Records for this exercise
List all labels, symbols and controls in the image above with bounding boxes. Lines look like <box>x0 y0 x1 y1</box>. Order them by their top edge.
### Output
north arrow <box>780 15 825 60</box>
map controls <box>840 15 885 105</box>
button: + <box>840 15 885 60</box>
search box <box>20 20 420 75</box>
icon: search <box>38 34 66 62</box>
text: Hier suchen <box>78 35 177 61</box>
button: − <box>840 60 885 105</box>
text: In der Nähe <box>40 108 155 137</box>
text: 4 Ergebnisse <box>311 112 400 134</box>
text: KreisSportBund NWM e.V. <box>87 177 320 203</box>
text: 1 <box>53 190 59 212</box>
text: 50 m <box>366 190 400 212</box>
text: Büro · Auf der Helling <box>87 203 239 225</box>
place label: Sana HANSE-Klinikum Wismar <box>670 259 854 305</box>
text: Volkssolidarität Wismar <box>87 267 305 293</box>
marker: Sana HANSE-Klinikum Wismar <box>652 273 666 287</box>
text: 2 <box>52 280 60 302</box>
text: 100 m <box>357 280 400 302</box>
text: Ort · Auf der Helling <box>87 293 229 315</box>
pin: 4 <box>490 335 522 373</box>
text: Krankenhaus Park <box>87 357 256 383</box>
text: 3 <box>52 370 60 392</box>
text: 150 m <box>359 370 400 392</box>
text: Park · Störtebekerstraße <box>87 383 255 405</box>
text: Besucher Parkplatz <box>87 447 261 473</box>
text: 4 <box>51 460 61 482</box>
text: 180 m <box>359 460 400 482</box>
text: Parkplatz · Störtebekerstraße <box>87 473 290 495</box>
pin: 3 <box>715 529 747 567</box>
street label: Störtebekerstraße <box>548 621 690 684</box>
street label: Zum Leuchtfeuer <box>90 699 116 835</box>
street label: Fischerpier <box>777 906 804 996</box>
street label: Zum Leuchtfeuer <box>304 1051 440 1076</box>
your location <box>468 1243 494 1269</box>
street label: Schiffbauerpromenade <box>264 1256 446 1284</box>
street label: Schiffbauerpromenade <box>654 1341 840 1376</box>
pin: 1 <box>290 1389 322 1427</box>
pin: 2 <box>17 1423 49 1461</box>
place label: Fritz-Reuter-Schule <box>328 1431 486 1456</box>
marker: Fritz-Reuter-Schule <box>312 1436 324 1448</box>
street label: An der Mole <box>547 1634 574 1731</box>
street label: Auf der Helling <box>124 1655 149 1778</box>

Task statement
Whatever is in the entries above, write it out exactly.

Exercise response
List all labels, symbols and controls in the image above with bounding boxes. Lines look like <box>x0 y0 x1 y1</box>. Order them by their top edge.
### Output
north arrow <box>780 15 825 60</box>
map controls <box>840 15 885 105</box>
button: + <box>840 15 885 60</box>
search box <box>20 20 420 75</box>
icon: search <box>38 34 66 62</box>
text: Hier suchen <box>78 35 177 61</box>
button: − <box>840 60 885 105</box>
text: In der Nähe <box>40 108 155 137</box>
text: 4 Ergebnisse <box>311 112 400 134</box>
text: KreisSportBund NWM e.V. <box>87 177 320 203</box>
text: 1 <box>53 190 59 212</box>
text: 50 m <box>366 190 400 212</box>
text: Büro · Auf der Helling <box>87 203 239 225</box>
place label: Sana HANSE-Klinikum Wismar <box>670 259 854 305</box>
text: Volkssolidarität Wismar <box>87 267 305 293</box>
marker: Sana HANSE-Klinikum Wismar <box>652 273 666 287</box>
text: 2 <box>52 280 60 302</box>
text: 100 m <box>357 280 400 302</box>
text: Ort · Auf der Helling <box>87 293 229 315</box>
pin: 4 <box>490 335 522 373</box>
text: Krankenhaus Park <box>87 357 256 383</box>
text: 3 <box>52 370 60 392</box>
text: 150 m <box>359 370 400 392</box>
text: Park · Störtebekerstraße <box>87 383 255 405</box>
text: Besucher Parkplatz <box>87 447 261 473</box>
text: 4 <box>51 460 61 482</box>
text: 180 m <box>359 460 400 482</box>
text: Parkplatz · Störtebekerstraße <box>87 473 290 495</box>
pin: 3 <box>715 529 747 567</box>
street label: Störtebekerstraße <box>548 621 690 684</box>
street label: Zum Leuchtfeuer <box>90 699 116 835</box>
street label: Fischerpier <box>777 906 804 996</box>
street label: Zum Leuchtfeuer <box>304 1051 440 1076</box>
your location <box>468 1243 494 1269</box>
street label: Schiffbauerpromenade <box>264 1256 446 1284</box>
street label: Schiffbauerpromenade <box>654 1341 840 1376</box>
pin: 1 <box>290 1389 322 1427</box>
pin: 2 <box>17 1423 49 1461</box>
place label: Fritz-Reuter-Schule <box>328 1431 486 1456</box>
marker: Fritz-Reuter-Schule <box>312 1436 324 1448</box>
street label: An der Mole <box>547 1634 574 1731</box>
street label: Auf der Helling <box>124 1655 149 1778</box>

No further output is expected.